(Required work):
Return each record shown beneath, word for word.
(Beginning of Data records)
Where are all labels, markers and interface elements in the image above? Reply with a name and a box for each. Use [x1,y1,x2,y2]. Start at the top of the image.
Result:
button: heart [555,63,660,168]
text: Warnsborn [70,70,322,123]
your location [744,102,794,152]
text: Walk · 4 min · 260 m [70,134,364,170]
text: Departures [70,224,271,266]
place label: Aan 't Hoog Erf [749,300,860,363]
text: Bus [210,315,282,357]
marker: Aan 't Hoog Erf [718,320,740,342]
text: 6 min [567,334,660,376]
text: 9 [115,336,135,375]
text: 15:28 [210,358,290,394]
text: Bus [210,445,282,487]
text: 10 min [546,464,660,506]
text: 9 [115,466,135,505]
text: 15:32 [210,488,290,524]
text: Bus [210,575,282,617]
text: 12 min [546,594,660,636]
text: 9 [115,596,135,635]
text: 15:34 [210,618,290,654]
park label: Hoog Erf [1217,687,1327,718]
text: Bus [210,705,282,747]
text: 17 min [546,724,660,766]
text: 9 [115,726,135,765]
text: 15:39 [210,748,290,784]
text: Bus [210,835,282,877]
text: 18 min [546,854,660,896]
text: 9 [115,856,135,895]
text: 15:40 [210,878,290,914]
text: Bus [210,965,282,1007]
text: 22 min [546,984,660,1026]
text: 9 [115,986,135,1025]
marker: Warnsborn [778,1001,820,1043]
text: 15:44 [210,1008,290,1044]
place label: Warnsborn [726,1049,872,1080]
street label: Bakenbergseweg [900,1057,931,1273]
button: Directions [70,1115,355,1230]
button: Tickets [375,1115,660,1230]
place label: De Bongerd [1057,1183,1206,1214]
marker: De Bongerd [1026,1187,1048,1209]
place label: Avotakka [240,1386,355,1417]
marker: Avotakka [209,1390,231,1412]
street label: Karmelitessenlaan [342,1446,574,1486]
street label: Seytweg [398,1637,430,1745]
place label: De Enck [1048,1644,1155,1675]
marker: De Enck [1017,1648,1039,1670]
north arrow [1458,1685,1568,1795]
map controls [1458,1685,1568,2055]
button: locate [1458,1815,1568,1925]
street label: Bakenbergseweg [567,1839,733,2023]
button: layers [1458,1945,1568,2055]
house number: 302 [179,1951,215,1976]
(End of Data records)
(Your solution):
Where are all labels, markers and interface elements in the image above? Reply with a name and a box for each. Use [x1,y1,x2,y2]. Start at the top of the image.
Result:
button: heart [555,63,660,168]
text: Warnsborn [70,70,322,123]
your location [744,102,794,152]
text: Walk · 4 min · 260 m [70,134,364,170]
text: Departures [70,224,271,266]
place label: Aan 't Hoog Erf [749,300,860,363]
text: Bus [210,315,282,357]
marker: Aan 't Hoog Erf [718,320,740,342]
text: 6 min [567,334,660,376]
text: 9 [115,336,135,375]
text: 15:28 [210,358,290,394]
text: Bus [210,445,282,487]
text: 10 min [546,464,660,506]
text: 9 [115,466,135,505]
text: 15:32 [210,488,290,524]
text: Bus [210,575,282,617]
text: 12 min [546,594,660,636]
text: 9 [115,596,135,635]
text: 15:34 [210,618,290,654]
park label: Hoog Erf [1217,687,1327,718]
text: Bus [210,705,282,747]
text: 17 min [546,724,660,766]
text: 9 [115,726,135,765]
text: 15:39 [210,748,290,784]
text: Bus [210,835,282,877]
text: 18 min [546,854,660,896]
text: 9 [115,856,135,895]
text: 15:40 [210,878,290,914]
text: Bus [210,965,282,1007]
text: 22 min [546,984,660,1026]
text: 9 [115,986,135,1025]
marker: Warnsborn [778,1001,820,1043]
text: 15:44 [210,1008,290,1044]
place label: Warnsborn [726,1049,872,1080]
street label: Bakenbergseweg [900,1057,931,1273]
button: Directions [70,1115,355,1230]
button: Tickets [375,1115,660,1230]
place label: De Bongerd [1057,1183,1206,1214]
marker: De Bongerd [1026,1187,1048,1209]
place label: Avotakka [240,1386,355,1417]
marker: Avotakka [209,1390,231,1412]
street label: Karmelitessenlaan [342,1446,574,1486]
street label: Seytweg [398,1637,430,1745]
place label: De Enck [1048,1644,1155,1675]
marker: De Enck [1017,1648,1039,1670]
north arrow [1458,1685,1568,1795]
map controls [1458,1685,1568,2055]
button: locate [1458,1815,1568,1925]
street label: Bakenbergseweg [567,1839,733,2023]
button: layers [1458,1945,1568,2055]
house number: 302 [179,1951,215,1976]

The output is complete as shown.